The trabucco (Italian: [traˈbukko]) or trabocco, in some southern dialects called travocc,[1] is an old fishing machine typical of the Adriatic coast of Abruzzo (in what is referred to as the Trabocchi Coast or Costa dei Trabocchi) and also in the coast of Gargano, where they are protected as historical monuments in the Gargano National Park. Trabucchi are spread along the coast of the southern Adriatic, especially in the Italian provinces of Chieti, Campobasso, and Foggia, and also in some parts of the coast of the southern Tyrrhenian Sea.

Construction features

Trabucco from the Village of Termoli
A promontory on the rocky coast of Peschici that has two different sized trabucchi

A trabucco is a massive construction built from wood consisting of a platform anchored to the rock by large logs of Aleppo pine, jutting out into the sea. From this platform, two (or more) long arms called "antennae" stretch out suspended some feet above the water, supporting a huge, narrow-meshed, net (called "trabocchetto").

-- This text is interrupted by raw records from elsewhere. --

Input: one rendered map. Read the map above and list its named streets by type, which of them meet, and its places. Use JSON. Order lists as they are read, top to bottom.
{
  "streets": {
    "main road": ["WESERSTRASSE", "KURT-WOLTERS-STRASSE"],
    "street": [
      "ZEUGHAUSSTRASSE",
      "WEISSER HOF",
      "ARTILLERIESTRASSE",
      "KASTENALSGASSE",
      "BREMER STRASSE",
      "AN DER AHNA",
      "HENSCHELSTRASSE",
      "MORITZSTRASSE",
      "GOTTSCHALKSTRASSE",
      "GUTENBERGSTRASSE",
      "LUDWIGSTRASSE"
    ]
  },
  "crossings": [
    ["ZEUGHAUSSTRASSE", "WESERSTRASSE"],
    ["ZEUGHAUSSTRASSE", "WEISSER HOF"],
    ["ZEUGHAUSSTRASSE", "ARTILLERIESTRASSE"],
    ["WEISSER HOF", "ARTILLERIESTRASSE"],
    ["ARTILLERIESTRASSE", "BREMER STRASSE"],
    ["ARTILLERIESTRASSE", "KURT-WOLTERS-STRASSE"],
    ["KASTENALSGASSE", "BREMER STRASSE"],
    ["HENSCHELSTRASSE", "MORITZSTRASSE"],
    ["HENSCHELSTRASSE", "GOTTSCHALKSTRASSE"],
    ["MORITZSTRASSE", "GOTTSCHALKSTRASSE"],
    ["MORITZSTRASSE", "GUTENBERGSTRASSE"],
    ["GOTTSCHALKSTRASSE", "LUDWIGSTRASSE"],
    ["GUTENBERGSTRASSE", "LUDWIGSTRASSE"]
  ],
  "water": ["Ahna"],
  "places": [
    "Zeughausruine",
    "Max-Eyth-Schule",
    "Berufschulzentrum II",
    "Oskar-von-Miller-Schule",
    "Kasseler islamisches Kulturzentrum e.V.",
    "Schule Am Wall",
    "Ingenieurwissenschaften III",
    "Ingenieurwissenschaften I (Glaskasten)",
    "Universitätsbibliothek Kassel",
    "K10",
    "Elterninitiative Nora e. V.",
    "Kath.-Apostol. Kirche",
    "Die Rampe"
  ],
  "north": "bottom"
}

The morphology of the Gargano coast and of Abruzzo determined the presence of two different types of trabucco: the Garganic trabucco is usually anchored to a rocky platform, longitudinally extended to the coastline, from which the antennae depart.
The variant of Abruzzo and Molise, also called "bilancia", are often found on shallower coasts and therefore is characterized by the presence of a platform, transversal to the coast, which is connected by a tight bridge made of wooden boards. A bilancia has just one winch, often electrically operating, even when the sea is perfectly calm. Abruzzo bilancia also have a much smaller net than that of the Gargano trabucco. Another feature that differentiates the two types is the length and number of antennae, with more extensive antennae found in Gargano (double that of Abruzzo and Molise) in Termoli balances were more than two antennae, Gargano always two or more.[2]


An ancient trabucco of Gargano at Vieste

According with some historians of Apulia, the trabucco was invented in the region imported from Phoenicians.[citation needed] However, the earliest documented existence in Gargano dates back to 18th century, during which Gargano fishermen, during that period sparsely populated, devised an ingenious technique of fishing that wasn't subject to weather conditions in the area. Trabucchi were built in the most prominent promontories, jutting nets out to sea through a system of monumental wooden arms. The development of the trabucchi allowed fishing without being submitted to sea conditions using the morphology of the rocky coast of Gargano.

The trabucco is built with traditional wood Aleppo pine -the typical pine of Gargano and common throughout the South-Western Adriatic- because this material is widely available in the region, modeled, elastic, weatherproof and resistant to salt (trabucco must resist to strong winds of Provence usually blowing in these areas). Some trabucchi have been rebuilt in recent years, thanks to public funds.[3] However, since they lost their economic function in the past centuries when they were the main economical source of entire families of fishermen, trabucchi rose into the role of cultural and architectural symbols and tourist attraction.

Fishing system

Trabucco of Rodi Garganico
Trabocchi along the coast of Chieti, given by Abbey of San Giovanni in Venere to Fossacesia.

The fishing technique, quite efficacious, is on sight. It consists of intercepting, with wide nets, the flows of fish moving along the ravines of the coast. Trabucchi are located where the sea is deep enough (at least 6 meters), and are built on rocky peaks generally oriented southeast or north in order to exploit the favorable marine current.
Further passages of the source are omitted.